TWO ethnic Kreung men from Ratanakkiri province’s O’Chum district died last week from acute watery diarrhoea, and another 55 were hospitalised after drinking from tainted water sources near Tresh village, a provincial health official said.
In addition, a staffer for the rights group Adhoc said two Kreung girls died on Saturday from acute watery diarrhoea in the same village, though officials could not confirm this Sunday.
The reports come just over a week after four ethnic Brov villagers from Ratanakkiri’s Veun Sai district died and 10 required treatment at a health centre after coming down with acute watery diarrhoea, another incident that was blamed on unclean drinking water.
Hoy Vannara, head of Ratanakkiri’s Communicable Diseases Control Department, said Sunday that the two deaths he could confirm occurred on April 10 and April 12.
He said tests were being conducted on the victims’ and hospitalised patients’ fecal matter, but that results were not yet available. Still, he said that the villagers’ general lack of hygiene and unsanitary food and water were likely at fault.
“It was not cholera,” he said.
We have sent patients ... in serious condition to the provincial hospital.
He said that no new cases had been reported since April 12, and that all of the hospitalised patients in O’Chum district were recovering.
“We have sent patients who were in serious condition to the provincial hospital, and we have sent heath officials to treat the less serious ones in their villages,” he said.
However, Chou Savath, who works for Adhoc in Ratanakkiri, said residents of O’Chum district had told him that two girls died on Saturday from acute watery diarrhoea they contracted after drinking water from a stream that had been polluted by the rotting carcass of a dog.
Hoy Vannara said that health officials would be sent to investigate that report, but that he suspected it was just a rumour.
He said there had been eight deaths due to acute watery diarrhoea in the province so far this year.
Dr Nima Asgari, public health specialist for the World Health Organisation (WHO), said that nationwide there had been “generally a much higher number of acute watery diarrhoea cases when compared to last year”.
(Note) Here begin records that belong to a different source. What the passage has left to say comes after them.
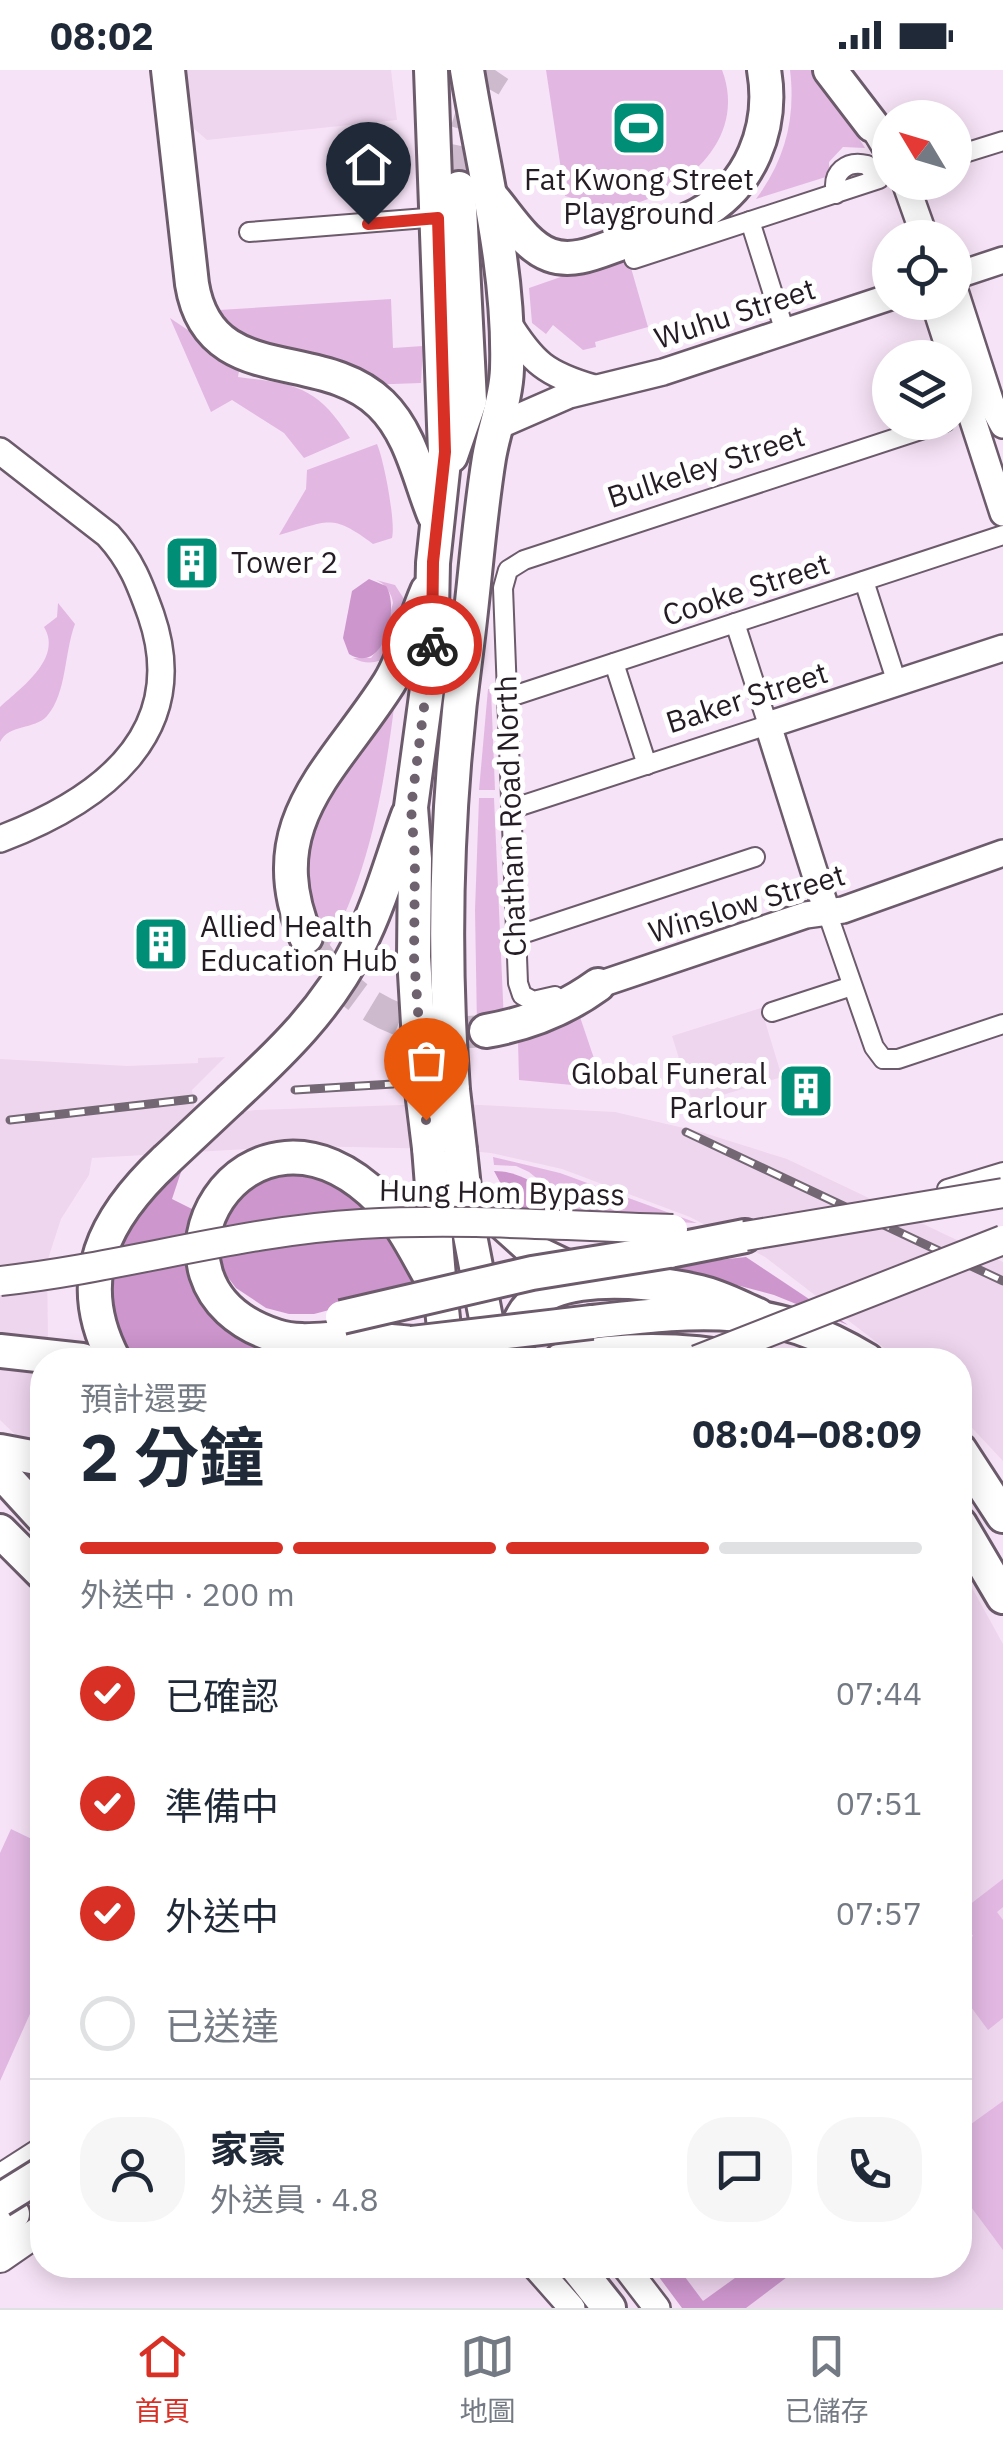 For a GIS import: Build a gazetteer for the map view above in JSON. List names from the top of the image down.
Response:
{
  "streets": {
    "highway": ["Chatham Road North"],
    "main road": [
      "Wuhu Street",
      "Baker Street",
      "Winslow Street",
      "Hung Hom Bypass"
    ],
    "street": ["Bulkeley Street", "Cooke Street"]
  },
  "crossings": [
    ["Wuhu Street", "Chatham Road North"],
    ["Bulkeley Street", "Chatham Road North"],
    ["Cooke Street", "Chatham Road North"],
    ["Baker Street", "Chatham Road North"],
    ["Chatham Road North", "Winslow Street"]
  ],
  "places": {
    "sports": ["Fat Kwong Street Playground"],
    "building": ["Tower 2", "Allied Health Education Hub", "Global Funeral Parlour"]
  },
  "north": "top left",
  "page": {
    "status": "08:02",
    "heading": ["2 分鐘", "預計還要", "08:04–08:09"],
    "panel": ["家豪", "外送員 · 4.8"],
    "bar": "外送中 · 200 m",
    "list": [
      ["已確認", "07:44"],
      ["準備中", "07:51"],
      ["外送中", "07:57"],
      "已送達"
    ],
    "tabs": ["首頁", "地圖", "已儲存"]
  }
}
In the dry season, when the water supply is more concentrated, he said, there is greater risk of diarrhoea outbreaks than during the rainy season, when people have access to fresh rainwater.
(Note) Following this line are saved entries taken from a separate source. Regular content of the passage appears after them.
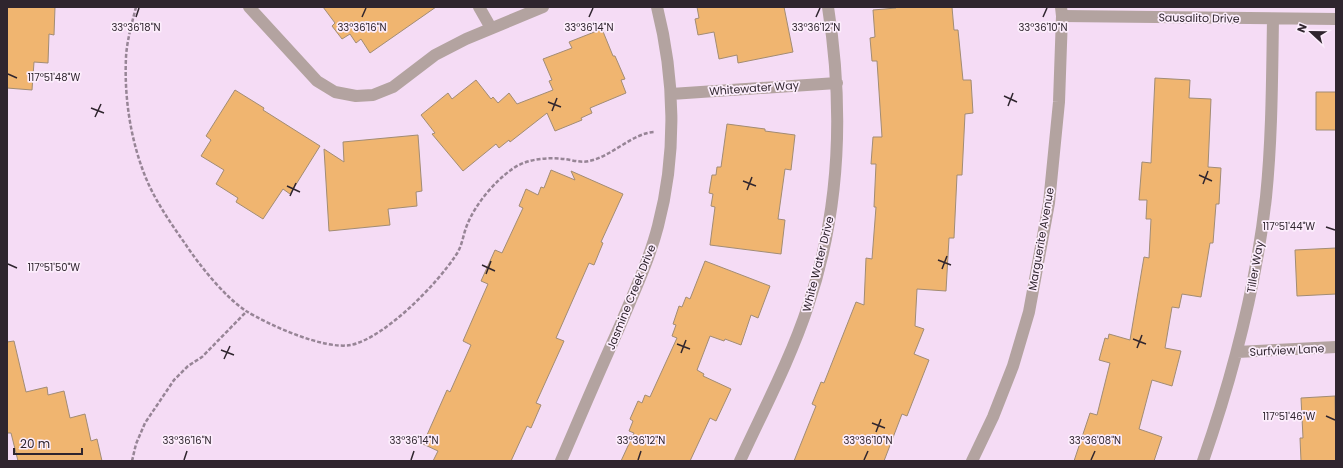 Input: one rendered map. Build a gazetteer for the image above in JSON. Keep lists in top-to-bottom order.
{
  "streets": {
    "street": [
      "Sausalito Drive",
      "Whitewater Way",
      "Marguerite Avenue",
      "White Water Drive",
      "Tiller Way",
      "Jasmine Creek Drive",
      "Surfview Lane"
    ]
  },
  "crossings": [
    ["Sausalito Drive", "Marguerite Avenue"],
    ["Sausalito Drive", "Tiller Way"],
    ["Whitewater Way", "White Water Drive"],
    ["Whitewater Way", "Jasmine Creek Drive"],
    ["Tiller Way", "Surfview Lane"]
  ],
  "scale_bar": "20 m",
  "north": "left",
  "coordinates": [
    "33°36'18\"N",
    "33°36'16\"N",
    "33°36'14\"N",
    "33°36'12\"N",
    "33°36'10\"N",
    "117°51'48\"W",
    "117°51'44\"W",
    "117°51'50\"W",
    "117°51'46\"W",
    "33°36'08\"N"
  ]
} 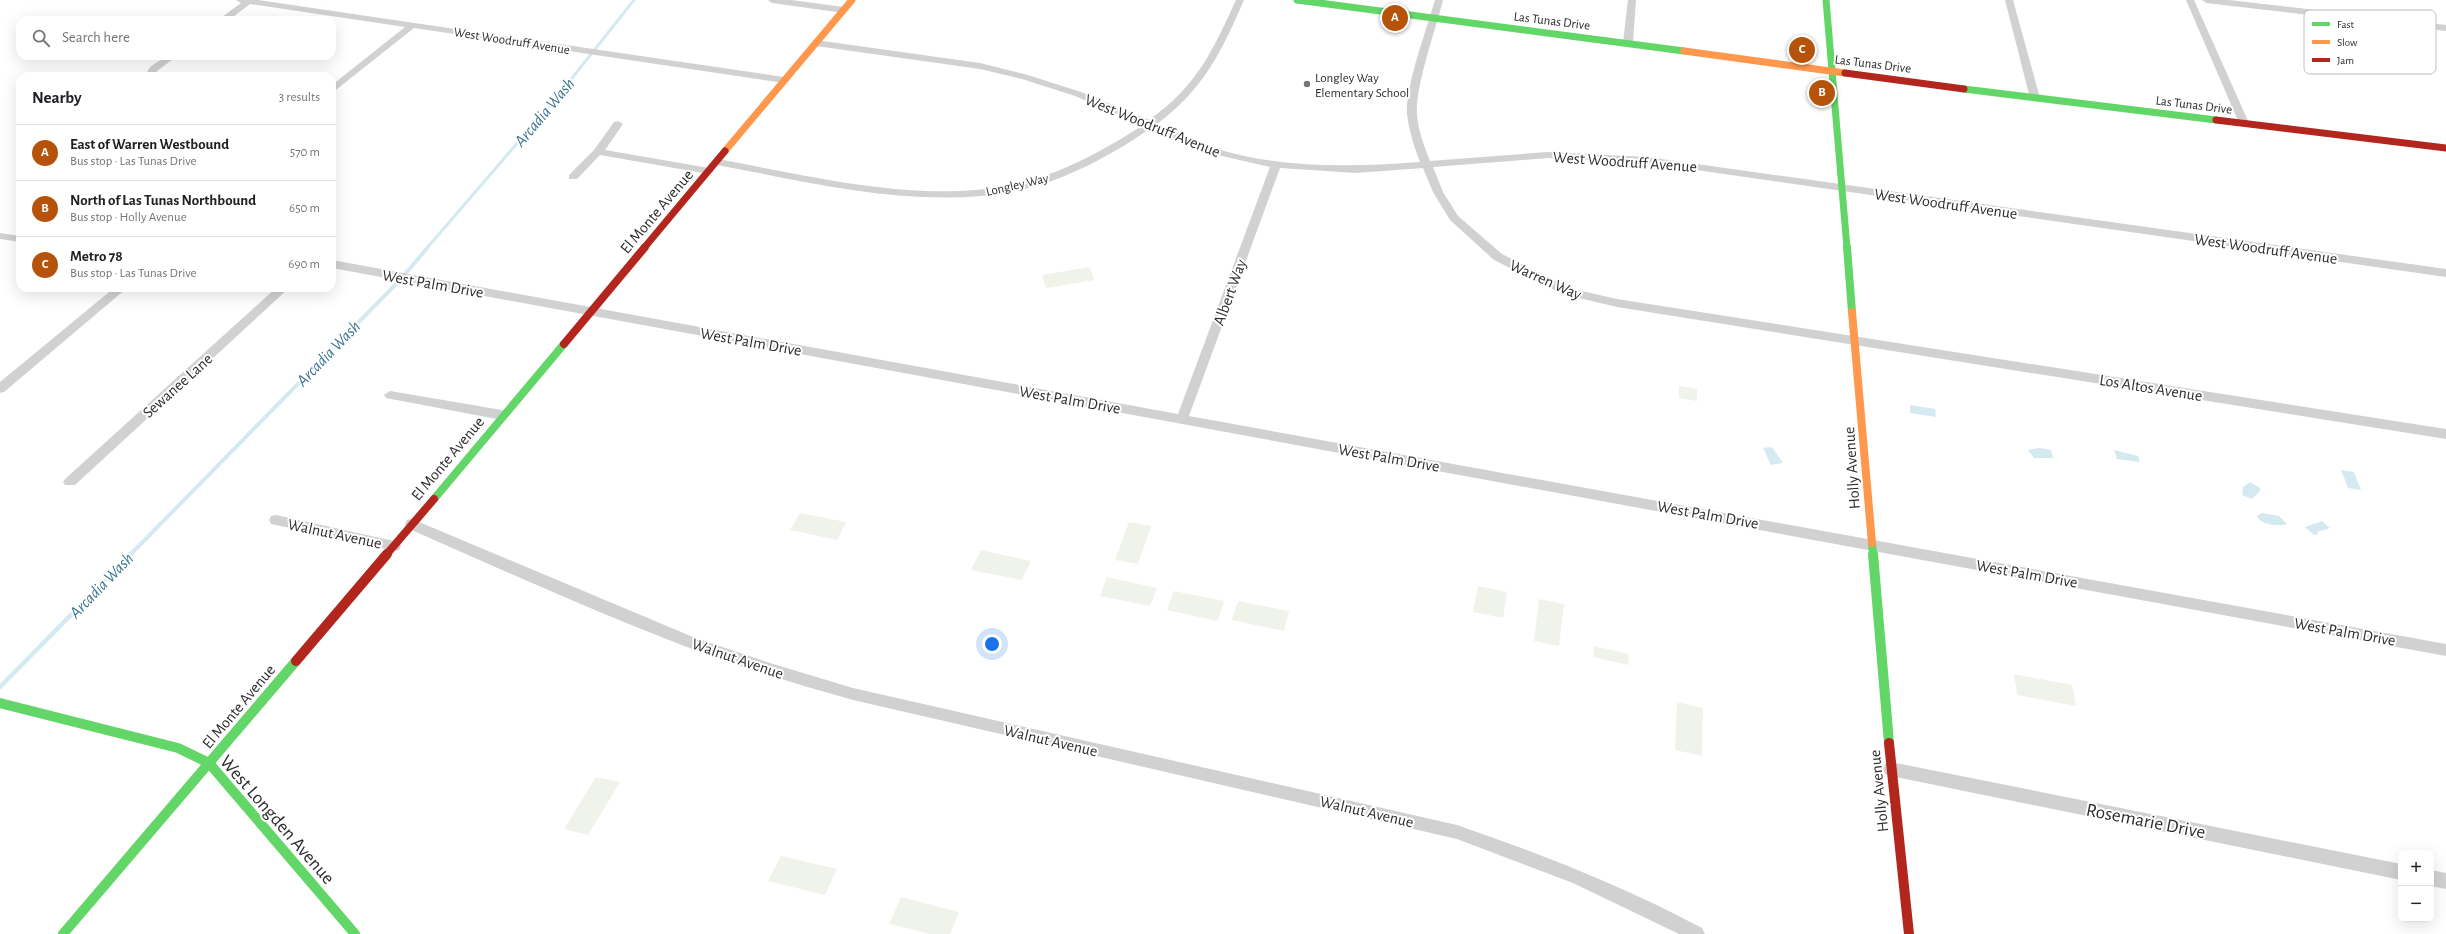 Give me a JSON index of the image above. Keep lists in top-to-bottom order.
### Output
{
  "streets": {
    "street": [
      "Las Tunas Drive",
      "West Woodruff Avenue",
      "Longley Way",
      "El Monte Avenue",
      "Warren Way",
      "West Palm Drive",
      "Albert Way",
      "Sewanee Lane",
      "Los Altos Avenue",
      "Holly Avenue",
      "Walnut Avenue",
      "West Longden Avenue",
      "Rosemarie Drive"
    ]
  },
  "crossings": [
    ["Las Tunas Drive", "Warren Way"],
    ["Las Tunas Drive", "Holly Avenue"],
    ["West Woodruff Avenue", "Longley Way"],
    ["West Woodruff Avenue", "El Monte Avenue"],
    ["West Woodruff Avenue", "Warren Way"],
    ["West Woodruff Avenue", "Albert Way"],
    ["West Woodruff Avenue", "Holly Avenue"],
    ["Longley Way", "El Monte Avenue"],
    ["El Monte Avenue", "West Palm Drive"],
    ["El Monte Avenue", "Walnut Avenue"],
    ["El Monte Avenue", "West Longden Avenue"],
    ["Warren Way", "Los Altos Avenue"],
    ["Warren Way", "Holly Avenue"],
    ["West Palm Drive", "Albert Way"],
    ["West Palm Drive", "Holly Avenue"],
    ["Los Altos Avenue", "Holly Avenue"],
    ["Holly Avenue", "Rosemarie Drive"]
  ],
  "water": ["Arcadia Wash"],
  "places": ["Longley Way Elementary School"],
  "legend": ["Fast", "Slow", "Jam"],
  "page": {
    "pins": ["A", "C", "B"],
    "search": "Search here",
    "heading": ["Nearby", "3 results"],
    "list": [
      {
        "mark": "A",
        "name": "East of Warren Westbound",
        "note": "Bus stop · Las Tunas Drive",
        "value": "570 m"
      },
      {
        "mark": "B",
        "name": "North of Las Tunas Northbound",
        "note": "Bus stop · Holly Avenue",
        "value": "650 m"
      },
      {
        "mark": "C",
        "name": "Metro 78",
        "note": "Bus stop · Las Tunas Drive",
        "value": "690 m"
      }
    ],
    "map_buttons": ["+", "−"]
  }
}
“With so many people taking water from the same limited number of sources, a larger population can be infected,” he said.
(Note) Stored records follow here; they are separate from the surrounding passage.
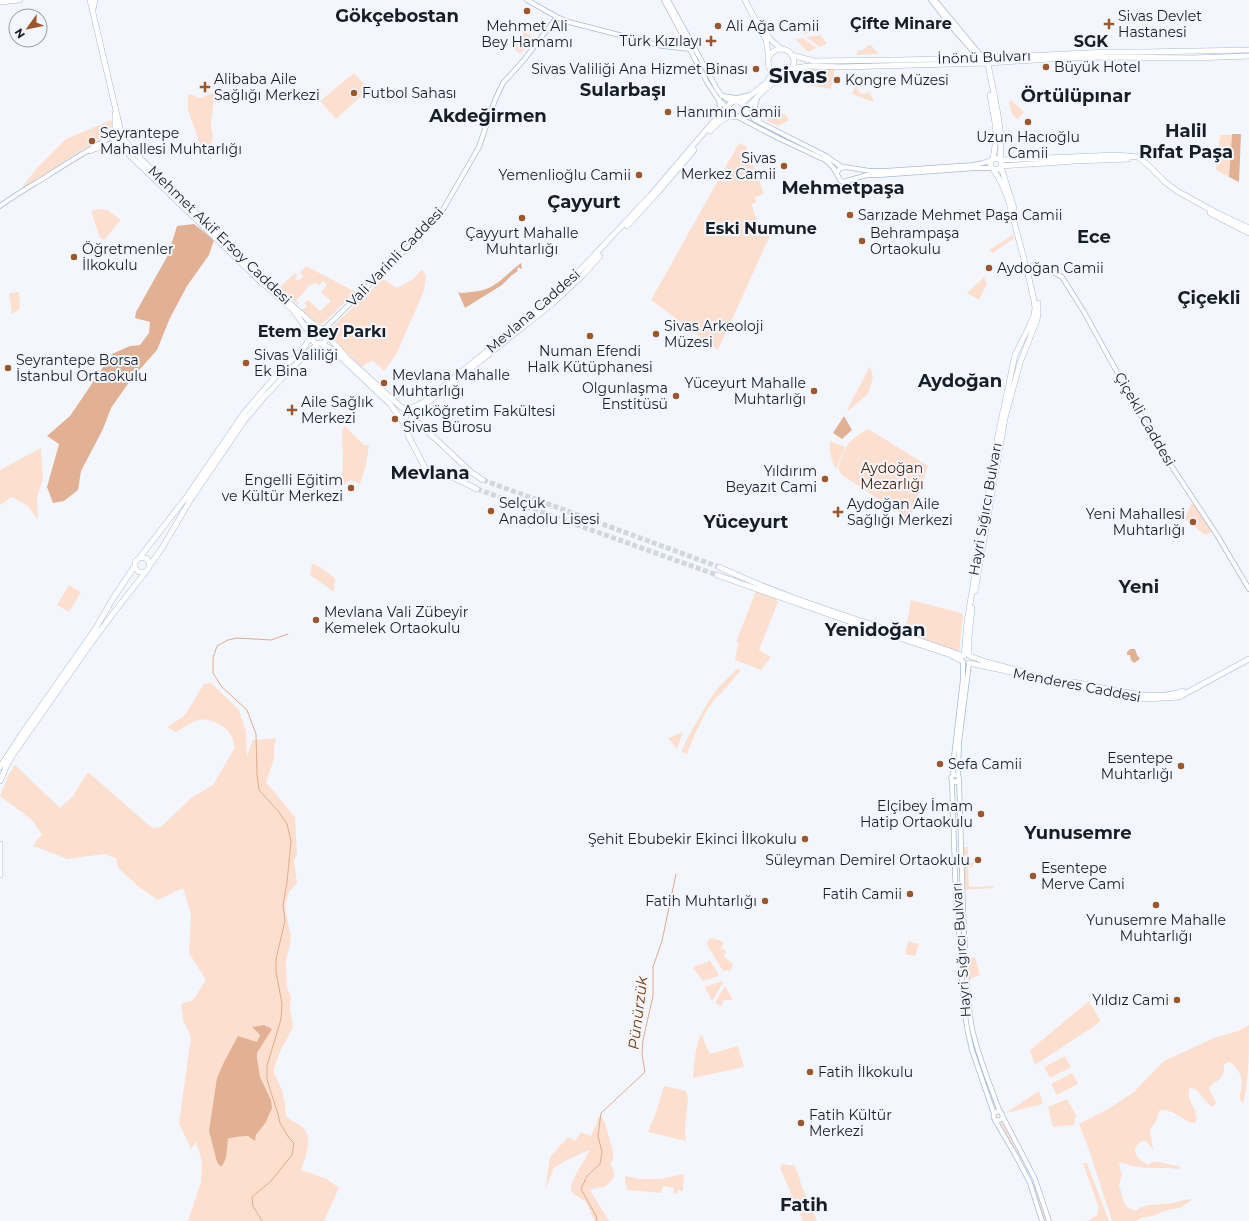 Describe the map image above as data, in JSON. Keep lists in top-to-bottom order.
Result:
{
  "streets": {
    "main road": [
      "İnönü Bulvarı",
      "Mehmet Akif Ersoy Caddesi",
      "Mevlana Caddesi",
      "Hayri Sığırcı Bulvarı",
      "Menderes Caddesi"
    ],
    "street": ["Vali Varinli Caddesi", "Çiçekli Caddesi"]
  },
  "crossings": [
    ["Mehmet Akif Ersoy Caddesi", "Vali Varinli Caddesi"],
    ["Mehmet Akif Ersoy Caddesi", "Mevlana Caddesi"],
    ["Çiçekli Caddesi", "Hayri Sığırcı Bulvarı"],
    ["Hayri Sığırcı Bulvarı", "Menderes Caddesi"]
  ],
  "districts": [
    "Gökçebostan",
    "Çifte Minare",
    "SGK",
    "Sivas",
    "Sularbaşı",
    "Örtülüpınar",
    "Akdeğirmen",
    "Halil Rıfat Paşa",
    "Mehmetpaşa",
    "Çayyurt",
    "Eski Numune",
    "Ece",
    "Çiçekli",
    "Etem Bey Parkı",
    "Aydoğan",
    "Mevlana",
    "Yüceyurt",
    "Yeni",
    "Yenidoğan",
    "Yunusemre",
    "Fatih"
  ],
  "water": ["Pünürzük"],
  "parks": ["Aydoğan Mezarlığı"],
  "places": {
    "other": [
      "Mehmet Ali Bey Hamamı",
      "Ali Ağa Camii",
      "Büyük Hotel",
      "Sivas Valiliği Ana Hizmet Binası",
      "Kongre Müzesi",
      "Futbol Sahası",
      "Hanımın Camii",
      "Uzun Hacıoğlu Camii",
      "Seyrantepe Mahallesi Muhtarlığı",
      "Sivas Merkez Camii",
      "Yemenlioğlu Camii",
      "Sarızade Mehmet Paşa Camii",
      "Çayyurt Mahalle Muhtarlığı",
      "Behrampaşa Ortaokulu",
      "Öğretmenler İlkokulu",
      "Aydoğan Camii",
      "Sivas Arkeoloji Müzesi",
      "Numan Efendi Halk Kütüphanesi",
      "Sivas Valiliği Ek Bina",
      "Seyrantepe Borsa İstanbul Ortaokulu",
      "Mevlana Mahalle Muhtarlığı",
      "Yüceyurt Mahalle Muhtarlığı",
      "Olgunlaşma Enstitüsü",
      "Açıköğretim Fakültesi Sivas Bürosu",
      "Yıldırım Beyazıt Cami",
      "Engelli Eğitim ve Kültür Merkezi",
      "Selçuk Anadolu Lisesi",
      "Yeni Mahallesi Muhtarlığı",
      "Mevlana Vali Zübeyir Kemelek Ortaokulu",
      "Sefa Camii",
      "Esentepe Muhtarlığı",
      "Elçibey İmam Hatip Ortaokulu",
      "Şehit Ebubekir Ekinci İlkokulu",
      "Süleyman Demirel Ortaokulu",
      "Esentepe Merve Cami",
      "Fatih Camii",
      "Fatih Muhtarlığı",
      "Yunusemre Mahalle Muhtarlığı",
      "Yıldız Cami",
      "Fatih İlkokulu",
      "Fatih Kültür Merkezi"
    ],
    "health": [
      "Sivas Devlet Hastanesi",
      "Türk Kızılayı",
      "Alibaba Aile Sağlığı Merkezi",
      "Aile Sağlık Merkezi",
      "Aydoğan Aile Sağlığı Merkezi"
    ]
  },
  "north": "bottom left"
}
He added that ethnic minorities are at greater risk of dying from acute watery diarrhoea because they often live long distances from health clinics.
To prevent the illness, he said, villagers should boil water or use chlorine tablets, wash their hands regularly, defecate away from water supplies, bury faeces and cover up food so flies cannot land in it.
A 2009 report released by STRIVER, a Norwegian-based organisation that studies water resource management, linked hydropower reservoirs on the Sesan River in Vietnam to high levels of toxic algae and bacteria found downstream in Ratanakkiri and said that by WHO standards the water was unfit for human consumption.